Are past voter turnout statistics a bellwether for what participation will look like on the June 11 primary?

Nevada’s primaries have seen less voter participation over the years than general elections, which is to be expected, but that doesn’t mean they weren’t contentious.

In June, Republican candidates will battle it out for a chance to defeat the Democratic incumbents who hold three of four of Nevada’s congressional seats. Many legislative candidates will also be on the ballot, as well as candidates for Nevada’s System of Higher Education’s Board of Regents and Clark County School District’s Board of Trustees.

The lowest turnout for a primary in the last 20 years was in 2008, which saw less than 18 percent voter turnout. In that election, Democrat Shelley Berkley won her primary for Nevada’s 1st Congressional District, Republican Dean Heller won his in Nevada’s 2nd Congressional District, and Dina Titus won hers in Nevada’s 3rd Congressional District.

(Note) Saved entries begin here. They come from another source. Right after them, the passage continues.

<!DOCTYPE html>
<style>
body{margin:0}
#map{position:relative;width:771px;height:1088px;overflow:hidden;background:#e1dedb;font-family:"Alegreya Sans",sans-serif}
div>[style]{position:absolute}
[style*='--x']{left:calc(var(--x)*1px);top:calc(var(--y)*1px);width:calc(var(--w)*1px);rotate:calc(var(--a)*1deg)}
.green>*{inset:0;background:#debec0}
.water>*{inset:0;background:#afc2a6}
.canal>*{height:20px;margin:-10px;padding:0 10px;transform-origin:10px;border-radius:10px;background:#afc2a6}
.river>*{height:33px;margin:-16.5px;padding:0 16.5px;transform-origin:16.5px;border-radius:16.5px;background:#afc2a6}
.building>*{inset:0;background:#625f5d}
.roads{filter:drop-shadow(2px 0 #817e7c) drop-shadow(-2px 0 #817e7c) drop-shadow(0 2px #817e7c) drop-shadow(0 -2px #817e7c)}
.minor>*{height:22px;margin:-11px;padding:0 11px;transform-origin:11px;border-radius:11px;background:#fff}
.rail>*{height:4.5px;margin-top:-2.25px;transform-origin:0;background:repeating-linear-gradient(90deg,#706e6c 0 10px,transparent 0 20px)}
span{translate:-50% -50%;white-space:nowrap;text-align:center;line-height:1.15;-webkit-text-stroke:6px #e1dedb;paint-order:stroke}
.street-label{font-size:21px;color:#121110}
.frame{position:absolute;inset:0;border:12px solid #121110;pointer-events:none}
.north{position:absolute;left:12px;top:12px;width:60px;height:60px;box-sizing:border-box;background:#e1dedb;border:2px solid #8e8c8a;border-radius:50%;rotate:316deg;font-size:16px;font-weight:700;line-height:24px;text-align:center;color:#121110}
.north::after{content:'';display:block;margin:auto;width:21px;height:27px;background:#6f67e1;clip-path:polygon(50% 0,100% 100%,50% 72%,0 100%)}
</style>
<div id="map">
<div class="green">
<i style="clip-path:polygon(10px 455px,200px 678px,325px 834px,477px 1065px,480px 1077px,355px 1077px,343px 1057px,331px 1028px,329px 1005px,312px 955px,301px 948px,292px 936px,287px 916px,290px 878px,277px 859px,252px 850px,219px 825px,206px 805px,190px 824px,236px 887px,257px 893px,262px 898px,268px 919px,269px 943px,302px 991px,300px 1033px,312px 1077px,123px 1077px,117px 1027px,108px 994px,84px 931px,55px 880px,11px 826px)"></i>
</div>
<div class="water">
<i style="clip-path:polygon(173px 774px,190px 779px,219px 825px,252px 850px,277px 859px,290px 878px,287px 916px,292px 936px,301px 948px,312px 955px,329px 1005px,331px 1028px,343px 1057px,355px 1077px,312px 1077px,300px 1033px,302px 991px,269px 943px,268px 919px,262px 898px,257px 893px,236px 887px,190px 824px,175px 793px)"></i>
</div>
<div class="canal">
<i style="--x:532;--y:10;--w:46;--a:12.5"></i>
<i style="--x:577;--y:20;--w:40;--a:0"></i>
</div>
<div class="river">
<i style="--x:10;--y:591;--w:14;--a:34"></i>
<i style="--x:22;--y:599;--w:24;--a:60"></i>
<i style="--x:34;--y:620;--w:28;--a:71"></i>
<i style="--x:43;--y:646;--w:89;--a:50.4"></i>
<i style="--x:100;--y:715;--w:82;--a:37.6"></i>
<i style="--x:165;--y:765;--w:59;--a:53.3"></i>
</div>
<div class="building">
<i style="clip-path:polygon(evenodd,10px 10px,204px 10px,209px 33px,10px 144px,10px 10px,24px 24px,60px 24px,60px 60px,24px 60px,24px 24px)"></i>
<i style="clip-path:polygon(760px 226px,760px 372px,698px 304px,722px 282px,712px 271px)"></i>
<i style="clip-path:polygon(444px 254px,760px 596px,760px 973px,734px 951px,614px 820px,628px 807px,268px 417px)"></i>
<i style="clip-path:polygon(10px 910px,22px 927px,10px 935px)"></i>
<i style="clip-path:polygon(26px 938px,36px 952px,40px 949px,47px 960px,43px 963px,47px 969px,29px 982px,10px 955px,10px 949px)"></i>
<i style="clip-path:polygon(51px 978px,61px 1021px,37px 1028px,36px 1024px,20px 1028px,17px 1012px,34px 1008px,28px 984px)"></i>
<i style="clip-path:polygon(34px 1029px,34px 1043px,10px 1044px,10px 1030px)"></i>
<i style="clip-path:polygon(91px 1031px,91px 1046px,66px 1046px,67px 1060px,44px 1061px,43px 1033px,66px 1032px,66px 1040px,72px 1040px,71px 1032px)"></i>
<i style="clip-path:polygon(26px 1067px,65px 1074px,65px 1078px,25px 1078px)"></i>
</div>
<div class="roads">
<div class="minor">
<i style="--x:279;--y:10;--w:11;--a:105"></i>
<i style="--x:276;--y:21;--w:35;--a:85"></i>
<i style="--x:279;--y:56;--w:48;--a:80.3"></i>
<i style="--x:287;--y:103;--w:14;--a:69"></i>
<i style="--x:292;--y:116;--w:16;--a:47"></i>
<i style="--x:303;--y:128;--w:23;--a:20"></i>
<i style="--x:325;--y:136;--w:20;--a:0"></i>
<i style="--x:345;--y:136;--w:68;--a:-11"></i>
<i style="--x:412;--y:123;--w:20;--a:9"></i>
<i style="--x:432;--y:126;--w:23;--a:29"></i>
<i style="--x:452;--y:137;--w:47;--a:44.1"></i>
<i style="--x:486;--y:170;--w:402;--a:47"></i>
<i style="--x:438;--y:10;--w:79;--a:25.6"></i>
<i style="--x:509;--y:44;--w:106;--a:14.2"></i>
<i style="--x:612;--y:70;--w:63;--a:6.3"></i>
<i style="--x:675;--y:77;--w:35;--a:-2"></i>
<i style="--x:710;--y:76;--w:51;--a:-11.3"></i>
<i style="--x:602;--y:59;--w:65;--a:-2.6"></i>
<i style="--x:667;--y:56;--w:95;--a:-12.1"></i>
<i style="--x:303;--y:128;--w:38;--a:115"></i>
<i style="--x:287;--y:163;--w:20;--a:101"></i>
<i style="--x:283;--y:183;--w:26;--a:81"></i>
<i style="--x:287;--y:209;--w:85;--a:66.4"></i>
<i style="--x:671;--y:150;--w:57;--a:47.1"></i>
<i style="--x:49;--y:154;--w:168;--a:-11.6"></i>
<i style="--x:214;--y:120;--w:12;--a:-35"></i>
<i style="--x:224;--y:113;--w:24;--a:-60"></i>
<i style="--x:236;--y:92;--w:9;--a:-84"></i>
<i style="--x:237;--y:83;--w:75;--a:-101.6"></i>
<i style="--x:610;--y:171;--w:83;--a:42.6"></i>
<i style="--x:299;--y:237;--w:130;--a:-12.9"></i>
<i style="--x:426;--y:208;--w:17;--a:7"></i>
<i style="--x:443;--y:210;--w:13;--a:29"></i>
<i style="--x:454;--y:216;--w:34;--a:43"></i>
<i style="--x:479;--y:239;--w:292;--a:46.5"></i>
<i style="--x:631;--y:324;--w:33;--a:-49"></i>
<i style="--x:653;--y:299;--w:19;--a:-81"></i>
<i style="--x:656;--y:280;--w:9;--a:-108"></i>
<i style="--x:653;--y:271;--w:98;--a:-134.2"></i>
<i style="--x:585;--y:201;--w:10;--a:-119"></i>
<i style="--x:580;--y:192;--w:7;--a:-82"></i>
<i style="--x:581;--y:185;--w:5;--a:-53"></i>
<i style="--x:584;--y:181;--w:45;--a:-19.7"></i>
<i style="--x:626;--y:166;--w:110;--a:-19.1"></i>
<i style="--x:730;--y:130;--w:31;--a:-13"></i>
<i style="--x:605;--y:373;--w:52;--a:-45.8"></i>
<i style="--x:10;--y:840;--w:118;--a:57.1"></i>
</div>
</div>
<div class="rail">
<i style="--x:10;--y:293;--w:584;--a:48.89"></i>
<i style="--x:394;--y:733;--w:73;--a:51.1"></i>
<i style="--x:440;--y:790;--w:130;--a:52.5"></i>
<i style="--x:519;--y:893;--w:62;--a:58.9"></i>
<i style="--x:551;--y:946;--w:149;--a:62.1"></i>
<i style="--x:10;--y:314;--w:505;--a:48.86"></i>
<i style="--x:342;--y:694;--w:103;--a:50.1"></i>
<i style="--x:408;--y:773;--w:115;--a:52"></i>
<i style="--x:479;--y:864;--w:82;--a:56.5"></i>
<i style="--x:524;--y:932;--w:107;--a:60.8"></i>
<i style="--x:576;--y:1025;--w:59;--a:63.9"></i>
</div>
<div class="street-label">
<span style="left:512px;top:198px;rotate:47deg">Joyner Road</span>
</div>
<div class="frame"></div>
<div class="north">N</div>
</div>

Earlier that year, Democrats and Republicans participated in presidential caucuses, with Democrats picking Hillary Clinton and Republicans picking Mitt Romney.

The primary with the highest participation rate was in 2010 with 30.12 percent turnout. Late Democratic Sen. Harry Reid easily won his primary, and Sharron Angle handedly won her Republican primary in the Senate race, defeating Sue Lowden and Danny Tarkanian.